Internet fads come and go, but this is the only one we know of that breathed new life into a nearly forgotten pop star’s career. Have you ever been “Rickrolled”?
BACKGROUND
In May 2007, a user on the Internet forum 4chan posted what he claimed to be a link to the trailer for the new video game Grand Theft Auto IV. But the link didn’t take users to Grand Theft Auto; it took them, inexplicably, to a YouTube video of “Never Gonna Give You Up,” the 1987 hit by British pop singer Rick Astley.
Over the next year, the prank began popping up all over the Internet—people would send their friends (or post on Web sites) links to news stories, videos, or anything interesting that someone might want to see. But, of course, the link always went to “Never Gonna Give You Up.” Perhaps you were one of the 30 million people who got “Rickrolled.”
Rickrolling was one of the most talked-about items on the Internet in 2008 and ’09.
• As an April Fool’s Day prank in 2008, YouTube replaced all of its videos—more than 100 million of them—with “Never Gonna Give You Up.”
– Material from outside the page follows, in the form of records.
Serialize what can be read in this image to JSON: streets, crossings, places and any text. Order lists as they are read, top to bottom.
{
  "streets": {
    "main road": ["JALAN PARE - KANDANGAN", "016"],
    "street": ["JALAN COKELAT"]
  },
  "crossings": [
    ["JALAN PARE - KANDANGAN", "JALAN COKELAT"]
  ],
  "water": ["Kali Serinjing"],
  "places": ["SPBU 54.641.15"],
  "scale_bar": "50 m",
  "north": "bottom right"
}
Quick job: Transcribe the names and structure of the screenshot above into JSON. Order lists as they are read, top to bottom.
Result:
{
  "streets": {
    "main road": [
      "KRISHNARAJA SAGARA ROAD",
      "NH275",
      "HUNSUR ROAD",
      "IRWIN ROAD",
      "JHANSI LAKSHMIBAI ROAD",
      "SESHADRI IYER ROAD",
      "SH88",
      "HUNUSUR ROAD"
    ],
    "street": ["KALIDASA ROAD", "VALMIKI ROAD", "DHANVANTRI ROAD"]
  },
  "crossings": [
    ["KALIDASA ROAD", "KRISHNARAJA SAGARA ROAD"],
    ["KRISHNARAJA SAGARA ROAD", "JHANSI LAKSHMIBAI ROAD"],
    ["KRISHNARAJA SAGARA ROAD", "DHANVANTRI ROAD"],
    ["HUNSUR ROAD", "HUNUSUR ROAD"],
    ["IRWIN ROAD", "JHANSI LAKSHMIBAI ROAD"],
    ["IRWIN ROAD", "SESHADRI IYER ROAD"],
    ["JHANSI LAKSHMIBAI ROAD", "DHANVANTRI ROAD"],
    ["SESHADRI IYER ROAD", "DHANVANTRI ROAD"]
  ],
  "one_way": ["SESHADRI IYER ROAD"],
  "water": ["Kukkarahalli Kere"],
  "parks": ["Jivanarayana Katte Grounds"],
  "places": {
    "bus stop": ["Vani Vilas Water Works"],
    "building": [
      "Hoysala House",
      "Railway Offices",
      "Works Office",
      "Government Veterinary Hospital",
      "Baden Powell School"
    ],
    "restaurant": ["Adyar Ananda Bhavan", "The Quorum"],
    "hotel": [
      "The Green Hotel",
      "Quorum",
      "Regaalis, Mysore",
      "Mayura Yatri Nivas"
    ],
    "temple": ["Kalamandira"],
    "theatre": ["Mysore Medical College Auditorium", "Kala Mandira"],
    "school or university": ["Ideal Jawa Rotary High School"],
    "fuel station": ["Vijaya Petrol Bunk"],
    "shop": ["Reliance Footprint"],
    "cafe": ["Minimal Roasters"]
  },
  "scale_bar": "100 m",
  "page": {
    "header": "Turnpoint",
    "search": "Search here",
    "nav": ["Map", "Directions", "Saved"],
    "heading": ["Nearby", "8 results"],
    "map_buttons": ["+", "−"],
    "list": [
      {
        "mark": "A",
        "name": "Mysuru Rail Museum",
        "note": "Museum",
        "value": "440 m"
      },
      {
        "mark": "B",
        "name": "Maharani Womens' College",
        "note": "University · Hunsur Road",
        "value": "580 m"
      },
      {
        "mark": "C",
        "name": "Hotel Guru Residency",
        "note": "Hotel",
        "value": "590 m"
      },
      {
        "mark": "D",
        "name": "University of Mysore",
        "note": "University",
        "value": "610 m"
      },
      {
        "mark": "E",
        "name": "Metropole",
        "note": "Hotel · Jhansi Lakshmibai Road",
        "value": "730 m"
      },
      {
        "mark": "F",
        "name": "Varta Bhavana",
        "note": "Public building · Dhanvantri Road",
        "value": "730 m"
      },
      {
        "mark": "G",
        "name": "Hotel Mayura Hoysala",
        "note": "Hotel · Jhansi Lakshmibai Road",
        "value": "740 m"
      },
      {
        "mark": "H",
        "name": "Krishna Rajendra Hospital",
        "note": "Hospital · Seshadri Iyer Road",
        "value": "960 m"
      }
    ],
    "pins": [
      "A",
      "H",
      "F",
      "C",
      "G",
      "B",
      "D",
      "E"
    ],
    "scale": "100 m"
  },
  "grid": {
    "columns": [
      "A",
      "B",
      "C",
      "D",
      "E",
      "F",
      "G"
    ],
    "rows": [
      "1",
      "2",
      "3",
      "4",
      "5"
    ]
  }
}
• In June 2008, political Web sites and blogs reported the uncovering of an amateur video secretly shot of future First Lady Michelle Obama delivering a bitter, antiwhite racist rant. When the video was finally presented it was…“Never Gonna Give You Up.”
• Shortly after the House of Representatives convened in January 2009, Speaker of the House Nancy Pelosi placed a video on Congress’s official YouTube page, promising a look at the day-to-day proceedings in her office. It was no such thing—Pelosi “catrolled” the world, and the link led to a video of a few cats playing in her Washington office. Then Pelosi Rickrolled the catroll when, halfway through the cat video, the footage abruptly changed to “Never Gonna Give You Up.”
Malaysian ants, when threatened, internally combust, causing their bodies to explode.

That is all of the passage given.